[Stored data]
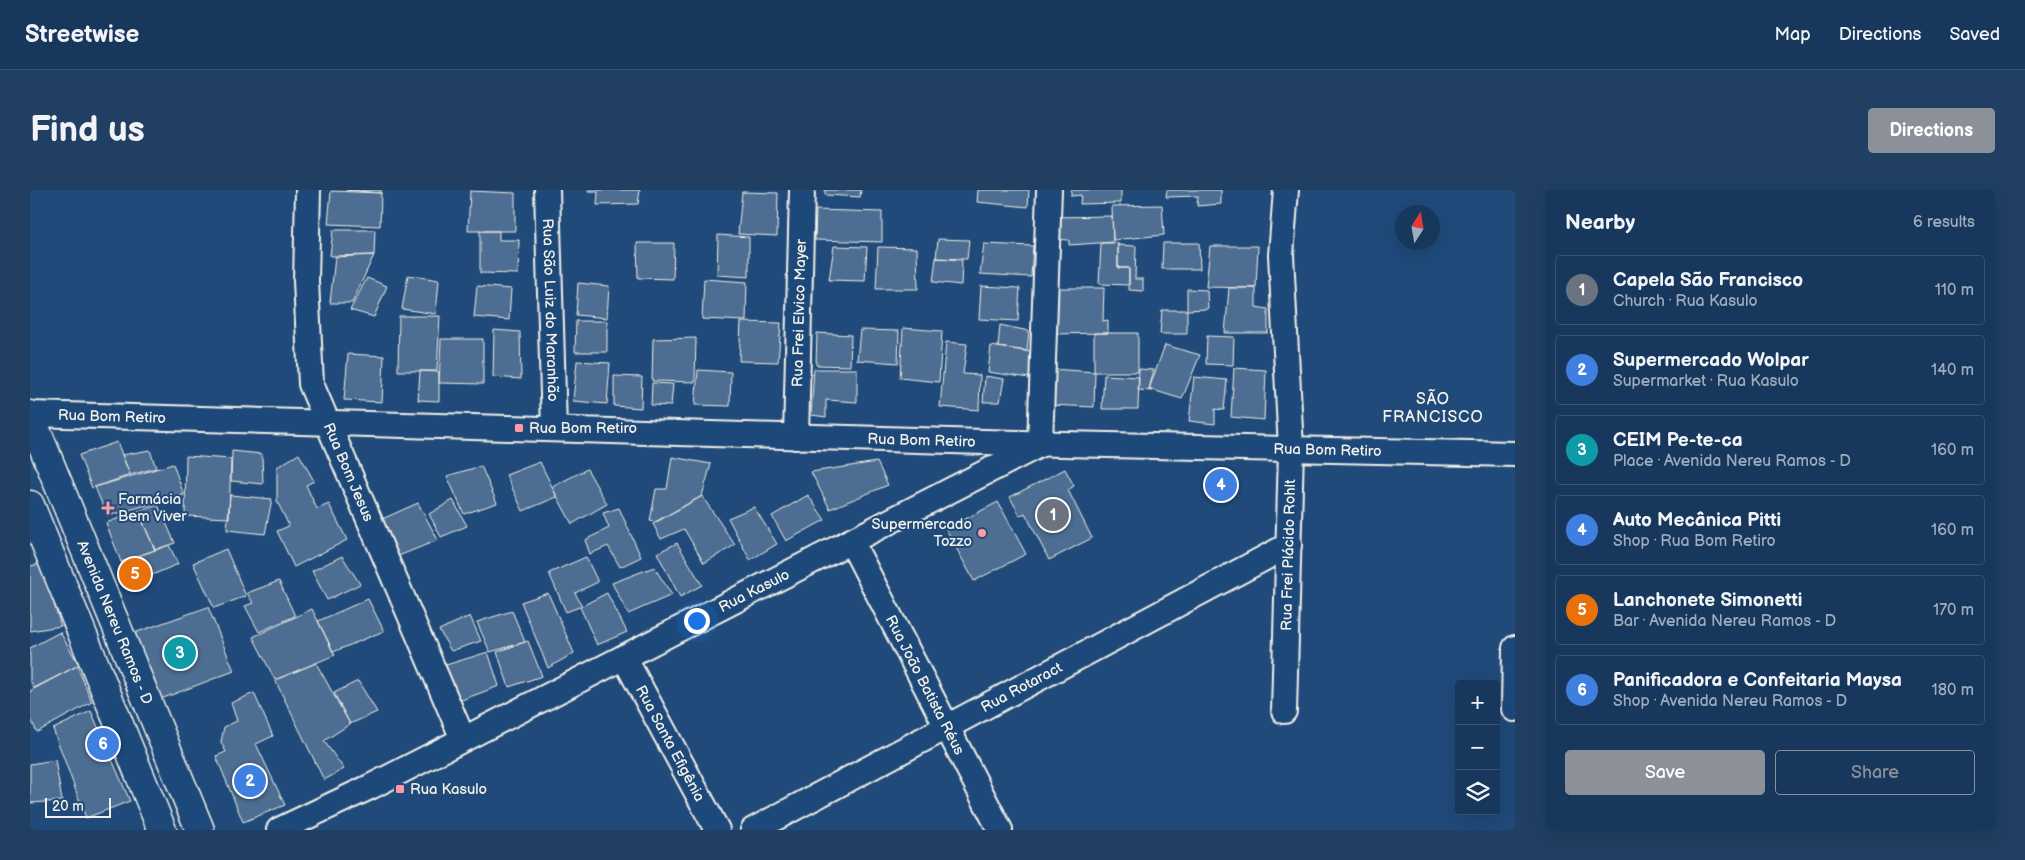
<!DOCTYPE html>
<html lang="en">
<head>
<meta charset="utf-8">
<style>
  :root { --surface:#17385c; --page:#203f62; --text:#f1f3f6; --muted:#9eacbb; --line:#365272; --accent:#8c9099 }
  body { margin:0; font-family:"Balsamiq Sans",sans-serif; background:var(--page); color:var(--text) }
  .controls { position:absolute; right:15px; bottom:15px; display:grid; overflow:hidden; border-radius:5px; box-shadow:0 5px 20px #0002 }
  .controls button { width:45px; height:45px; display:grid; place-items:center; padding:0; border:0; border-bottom:1px solid var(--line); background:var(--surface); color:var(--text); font:25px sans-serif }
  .compass { position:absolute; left:1365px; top:15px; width:45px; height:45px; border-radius:50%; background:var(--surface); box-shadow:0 5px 20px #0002; rotate:11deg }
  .scale { position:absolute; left:15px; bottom:12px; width:66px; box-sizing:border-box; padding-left:5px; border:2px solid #f4f1e8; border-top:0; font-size:14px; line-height:18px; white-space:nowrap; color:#f4f1e8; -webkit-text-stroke:4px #1f4a7a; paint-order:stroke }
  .you { position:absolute; left:666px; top:430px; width:18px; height:18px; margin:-12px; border:4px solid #fff; border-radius:50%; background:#1a73e8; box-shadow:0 0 0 8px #1a73e833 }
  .badge { display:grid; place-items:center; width:32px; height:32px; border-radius:50%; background:var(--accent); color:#fff; font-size:16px; font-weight:700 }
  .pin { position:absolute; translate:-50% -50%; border:2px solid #fff; box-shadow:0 1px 5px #0006 }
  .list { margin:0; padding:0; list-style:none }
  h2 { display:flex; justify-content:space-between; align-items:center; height:65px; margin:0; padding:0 20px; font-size:21px }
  h2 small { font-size:16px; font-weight:400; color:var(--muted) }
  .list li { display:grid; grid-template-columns:32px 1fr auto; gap:15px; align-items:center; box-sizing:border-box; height:70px; margin:0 10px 10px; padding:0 10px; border:1px solid var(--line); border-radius:5px }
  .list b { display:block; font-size:19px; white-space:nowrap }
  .list p { margin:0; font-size:16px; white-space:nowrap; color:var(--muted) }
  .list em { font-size:16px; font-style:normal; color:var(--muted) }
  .actions { display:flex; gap:10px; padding:15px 20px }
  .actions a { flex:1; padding:11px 0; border:1px solid var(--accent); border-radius:5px; text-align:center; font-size:18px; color:var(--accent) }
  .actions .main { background:var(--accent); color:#fff }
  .icon { flex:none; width:28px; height:28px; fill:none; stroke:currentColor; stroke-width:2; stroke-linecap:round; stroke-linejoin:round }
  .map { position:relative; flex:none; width:1485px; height:640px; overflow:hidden; border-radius:5px }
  header { display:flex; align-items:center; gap:30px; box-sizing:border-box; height:70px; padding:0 25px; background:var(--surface); border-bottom:1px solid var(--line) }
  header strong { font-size:24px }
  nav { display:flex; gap:28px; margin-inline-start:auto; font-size:18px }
  .intro { display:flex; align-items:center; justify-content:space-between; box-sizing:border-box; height:120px; padding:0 30px }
  h1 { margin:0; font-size:35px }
  .button { padding:12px 22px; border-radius:5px; background:var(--accent); color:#fff; font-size:18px; font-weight:700 }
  main { display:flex; gap:30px; padding:0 30px }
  aside { flex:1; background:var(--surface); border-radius:5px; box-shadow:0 5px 20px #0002 }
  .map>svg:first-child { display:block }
</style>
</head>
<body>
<header>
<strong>Streetwise</strong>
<nav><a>Map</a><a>Directions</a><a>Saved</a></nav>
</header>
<div class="intro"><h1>Find us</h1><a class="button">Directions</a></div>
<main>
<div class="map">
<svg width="1485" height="640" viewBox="0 0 1485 640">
  <rect width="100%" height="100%" fill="#1f4a7a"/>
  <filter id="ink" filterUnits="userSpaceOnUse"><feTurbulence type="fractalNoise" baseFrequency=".02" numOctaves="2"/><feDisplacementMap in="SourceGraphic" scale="10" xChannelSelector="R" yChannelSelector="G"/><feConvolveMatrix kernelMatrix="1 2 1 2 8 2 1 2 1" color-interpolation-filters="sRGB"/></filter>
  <g filter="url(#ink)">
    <!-- building -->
    <path fill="#4d6e92" stroke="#f4f1e8" d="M316 0H351V3Z
      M558 0H610L608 14 567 15 568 2H558Z
      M795 0H831L830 7 795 5Z
      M948 0H999L998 17 947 12Z
      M1041 0H1091V13L1050 14 1051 5 1041 6Z
      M1137 0H1191V14L1167 16 1168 6 1136 7Z
      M301 1 351 3 350 36 298 34Z
      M440 1 485 3V41H438Z
      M712 2 748 3 747 46 708 44Z
      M1132 15 1134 45 1083 50 1082 16Z
      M786 20 852 22V52L785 50Z
      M1082 26 1083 52 1039 55V50L1023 49V27Z
      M303 40H345L344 65 300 66Z
      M450 41H469V50H489L488 84 450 83Z
      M688 45 719 47V87L687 85Z
      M908 49 939 50 937 69 906 68Z
      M607 53H644L643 89 608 88Z
      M1071 53H1088V78H1099V95L1069 94Z
      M1133 53H1169L1170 79H1132Z
      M954 54 1003 56 1001 87 950 84Z
      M1088 55 1106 56 1105 89H1113V101L1099 100V78H1088Z
      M804 56 837 57 835 91 799 90Z
      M1180 56H1228L1226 98 1176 97Z
      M848 57 887 58 888 99H846Z
      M344 65 322 113H300L305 67Z
      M906 68 932 70 931 95 903 92Z
      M378 85 409 90 406 124 372 119Z
      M337 88 357 96 344 127 320 120Z
      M674 89 717 92 716 131 672 129Z
      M548 93 579 96 577 128 546 125Z
      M447 96 481 99 479 130 444 127Z
      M951 96 990 98 988 131 949 129Z
      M1025 98H1074L1073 131 1078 130V143L1022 144Z
      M1199 98H1226V117L1238 119V143H1195Z
      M1157 99 1177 100 1178 119 1157 120Z
      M1132 120H1157V144H1130Z
      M369 126H410L407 181H368Z
      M546 131H577V162H545Z
      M711 132 751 133 748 172 709 171Z
      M970 135 999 141 997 161 968 157Z
      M873 138 912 141 909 192 870 188Z
      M464 140 490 142 491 189 463 187Z
      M830 140 869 141 868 173 827 170Z
      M787 143 821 145 820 176 786 175Z
      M1064 143H1108V182H1064Z
      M1177 146 1204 147 1203 175 1176 174Z
      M666 148 665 192 622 191 623 149Z
      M411 149H453V194L409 193Z
      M916 152 937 154 933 184 950 185 949 220 910 217Z
      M1135 155 1170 165 1152 209 1119 199Z
      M961 156 1002 162 999 188 958 182Z
      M318 164 354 166 352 212 314 210Z
      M547 171 580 173 577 214 543 211Z
      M1204 178 1236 180 1234 230 1201 227Z
      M784 179H827V212L796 210V227L781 225Z
      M1021 179 1065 182 1064 217 1019 215Z
      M1109 179 1124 180 1119 199 1122 201 1108 200Z
      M668 180 701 182 700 216 665 215Z
      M390 181 409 182V211L388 210Z
      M1074 185 1109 187 1108 219H1072Z
      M584 186 612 187 611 218 584 216Z
      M955 186 974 189 970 212H953Z
      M1164 187 1197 190 1194 220 1185 219V234L1159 231Z
      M622 193 643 194 641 216 621 215Z
      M87 252 100 285 62 298 49 265Z
      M120 260 126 278 100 285 92 265Z
      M202 261 232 264 233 294 201 291Z
      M269 264 284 291 276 295 287 319 299 314 317 350 264 377 247 341 259 336 247 311V277Z
      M156 266 201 269 199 328 155 326Z
      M642 267 681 274 672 306 625 332 620 331 626 299H637Z
      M510 272 527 307 493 321 476 285Z
      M847 272 858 295 800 319 781 282Z
      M143 274 154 305 77 326 65 297Z
      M451 276 467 313 434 324 417 286Z
      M557 279 577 314 542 334 522 297Z
      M1035 279 1044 296 1038 300 1062 348 1019 370 995 323 990 326 980 307Z
      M200 305 242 309 235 344 197 340Z
      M778 305 795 330 756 351 742 326Z
      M672 306 705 355 674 373 654 339 631 349 623 334Z
      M423 310 437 336 411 347 399 324Z
      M968 312 996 364 944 391 916 339Z
      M388 313 408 350 366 367 350 330Z
      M128 315 145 353 125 360 108 321Z
      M724 317 747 354 720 370 698 328Z
      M589 318 611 367 590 377 578 356 560 364 555 350 579 338 573 323Z
      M108 321 125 360 91 372 76 333Z
      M647 353 672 395 650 407 627 363Z
      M139 355 148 374 101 394 91 372Z
      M196 359 216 406 184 418 163 373Z
      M312 366 330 394 297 410 282 381Z
      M556 367 568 392 545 403 552 416 536 422 519 383Z
      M11 374 31 436 0 441V376Z
      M624 377 642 405 598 424 582 393Z
      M249 391 265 426 229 442 215 416 223 413 217 403Z
      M518 403 544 463 518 478 491 412Z
      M577 403 597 442 567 455 550 417Z
      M338 409 354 441 303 462 288 431Z
      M178 417 204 481 123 512 96 446Z
      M282 419 305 465 245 490 223 447Z
      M482 421 495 452 460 462 447 432Z
      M440 426 451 451 421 461 409 440Z
      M30 442 49 475 4 498 0 490V458Z
      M498 451 512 486 479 497 467 462Z
      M458 462 469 496 429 511 416 475Z
      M286 473 320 534 294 551 314 579 294 590 245 490Z
      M47 476 62 512 7 542 0 528V501Z
      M328 491 347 522 320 534 304 503Z
      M224 503 243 546 226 554 255 615 213 632 186 566 196 562 191 552 194 537 207 531 201 513Z
      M61 521 100 611 56 628 23 539Z
      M25 570 32 611 0 613V574Z"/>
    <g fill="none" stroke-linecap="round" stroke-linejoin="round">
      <defs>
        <g id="minor">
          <path id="s1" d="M278 0 276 91 281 194 433 549"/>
          <path id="s2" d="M517 0 524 239"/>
          <path id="s3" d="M0 224 988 253 1485 264"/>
          <path id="s4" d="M766 247 772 0"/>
          <path d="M1010 254 1019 0"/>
          <path id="s5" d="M821 351 970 640"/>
          <path id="s6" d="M594 467 687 640"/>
          <path d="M1484 519 1485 458"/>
          <path id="s7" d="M1254 521 1261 259 1251 65 1256 0"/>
          <path id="s8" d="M249 640 342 596 1009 255"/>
          <path id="s9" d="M723 640 1259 355"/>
        </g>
        <g id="tertiary">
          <path id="s10" d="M0 225 170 640"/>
          <path d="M0 315 132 640"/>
        </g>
      </defs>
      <!-- minor casing -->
      <use href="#minor" stroke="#f4f1e8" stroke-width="28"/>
      <!-- tertiary casing -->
      <use href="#tertiary" stroke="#f4f1e8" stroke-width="31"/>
      <!-- minor -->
      <use href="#minor" stroke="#1f4a7a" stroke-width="24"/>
      <!-- tertiary -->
      <use href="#tertiary" stroke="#1f4a7a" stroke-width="28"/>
    </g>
  </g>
  <!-- markers -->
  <g fill="#ff9aa2" stroke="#1f4a7a" stroke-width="2">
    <rect x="484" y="233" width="10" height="10" rx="2.5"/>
    <path d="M75.5 310.5h5v5h5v5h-5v5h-5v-5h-5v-5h5z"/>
    <circle cx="952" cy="343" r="5"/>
    <rect x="365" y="594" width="10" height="10" rx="2.5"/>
  </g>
  <g text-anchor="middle" stroke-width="4" stroke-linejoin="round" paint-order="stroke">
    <!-- street labels -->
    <g font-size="15" fill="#f4f1e8" stroke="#1f4a7a">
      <text dy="5" stroke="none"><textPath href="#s2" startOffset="120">Rua São Luiz do Maranhão</textPath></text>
      <text dy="5" stroke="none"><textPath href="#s4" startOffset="124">Rua Frei Elvico Mayer</textPath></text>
      <text dy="5" stroke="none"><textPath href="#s3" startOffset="82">Rua Bom Retiro</textPath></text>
      <text dy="5" stroke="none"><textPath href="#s3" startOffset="892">Rua Bom Retiro</textPath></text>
      <text dy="5" stroke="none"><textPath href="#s3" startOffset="1298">Rua Bom Retiro</textPath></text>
      <text dy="5" stroke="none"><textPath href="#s1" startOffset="290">Rua Bom Jesus</textPath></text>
      <text dy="5" stroke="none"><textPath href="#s7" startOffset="156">Rua Frei Plácido Rohlt</textPath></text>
      <text dy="5" stroke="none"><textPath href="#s8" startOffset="532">Rua Kasulo</textPath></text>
      <text dy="5" stroke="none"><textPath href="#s10" startOffset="224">Avenida Nereu Ramos - D</textPath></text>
      <text dy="5" stroke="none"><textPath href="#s5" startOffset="162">Rua João Batista Réus</textPath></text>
      <text dy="5" stroke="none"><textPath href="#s9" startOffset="304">Rua Rotaract</textPath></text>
      <text dy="5" stroke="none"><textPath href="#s6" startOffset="98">Rua Santa Efigênia</textPath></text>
    </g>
    <!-- poi labels -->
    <g font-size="15" fill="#f4f1e8" stroke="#1f4a7a" text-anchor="start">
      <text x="499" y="243">Rua Bom Retiro</text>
      <text x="88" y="314">Farmácia<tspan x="88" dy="17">Bem Viver</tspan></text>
      <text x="942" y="339" text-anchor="end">Supermercado<tspan x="942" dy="17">Tozzo</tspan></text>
      <text x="380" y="604">Rua Kasulo</text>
    </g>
    <!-- neighbourhood labels -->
    <g font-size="16" letter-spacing="1" fill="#f4f1e8" stroke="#1f4a7a">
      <text x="1403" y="214">SÃO<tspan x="1403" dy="18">FRANCISCO</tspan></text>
    </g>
  </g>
</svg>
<div class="controls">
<button>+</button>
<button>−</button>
<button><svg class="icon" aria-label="layers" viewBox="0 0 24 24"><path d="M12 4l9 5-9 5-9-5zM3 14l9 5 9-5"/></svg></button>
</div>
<svg class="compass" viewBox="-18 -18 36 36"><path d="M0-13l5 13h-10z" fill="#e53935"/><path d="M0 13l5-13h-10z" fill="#9eacbb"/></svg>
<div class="scale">20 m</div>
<div class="you"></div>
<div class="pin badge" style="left:1023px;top:325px;background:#6b7280">1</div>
<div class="pin badge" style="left:220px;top:591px;background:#3f7fe0">2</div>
<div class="pin badge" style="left:150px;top:463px;background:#0f9aa8">3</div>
<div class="pin badge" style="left:1191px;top:295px;background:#3f7fe0">4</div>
<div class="pin badge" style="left:105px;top:384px;background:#e8710a">5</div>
<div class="pin badge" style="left:73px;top:554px;background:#3f7fe0">6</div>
</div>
<aside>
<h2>Nearby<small>6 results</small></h2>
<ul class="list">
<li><span class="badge" style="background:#6b7280">1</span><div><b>Capela São Francisco</b><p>Church · Rua Kasulo</p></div><em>110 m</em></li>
<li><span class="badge" style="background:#3f7fe0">2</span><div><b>Supermercado Wolpar</b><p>Supermarket · Rua Kasulo</p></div><em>140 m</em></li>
<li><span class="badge" style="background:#0f9aa8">3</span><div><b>CEIM Pe-te-ca</b><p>Place · Avenida Nereu Ramos - D</p></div><em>160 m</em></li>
<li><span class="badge" style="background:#3f7fe0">4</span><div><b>Auto Mecânica Pitti</b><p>Shop · Rua Bom Retiro</p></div><em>160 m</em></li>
<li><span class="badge" style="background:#e8710a">5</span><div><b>Lanchonete Simonetti</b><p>Bar · Avenida Nereu Ramos - D</p></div><em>170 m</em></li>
<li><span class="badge" style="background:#3f7fe0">6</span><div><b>Panificadora e Confeitaria Maysa</b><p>Shop · Avenida Nereu Ramos - D</p></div><em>180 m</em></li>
</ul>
<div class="actions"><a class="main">Save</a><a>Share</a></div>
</aside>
</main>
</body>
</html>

Task objective
Wherever the string "body" appears in the entries above, list that line.

Response to the task
  body { margin:0; font-family:"Balsamiq Sans",sans-serif; background:var(--page); color:var(--text) }
<body>
</body>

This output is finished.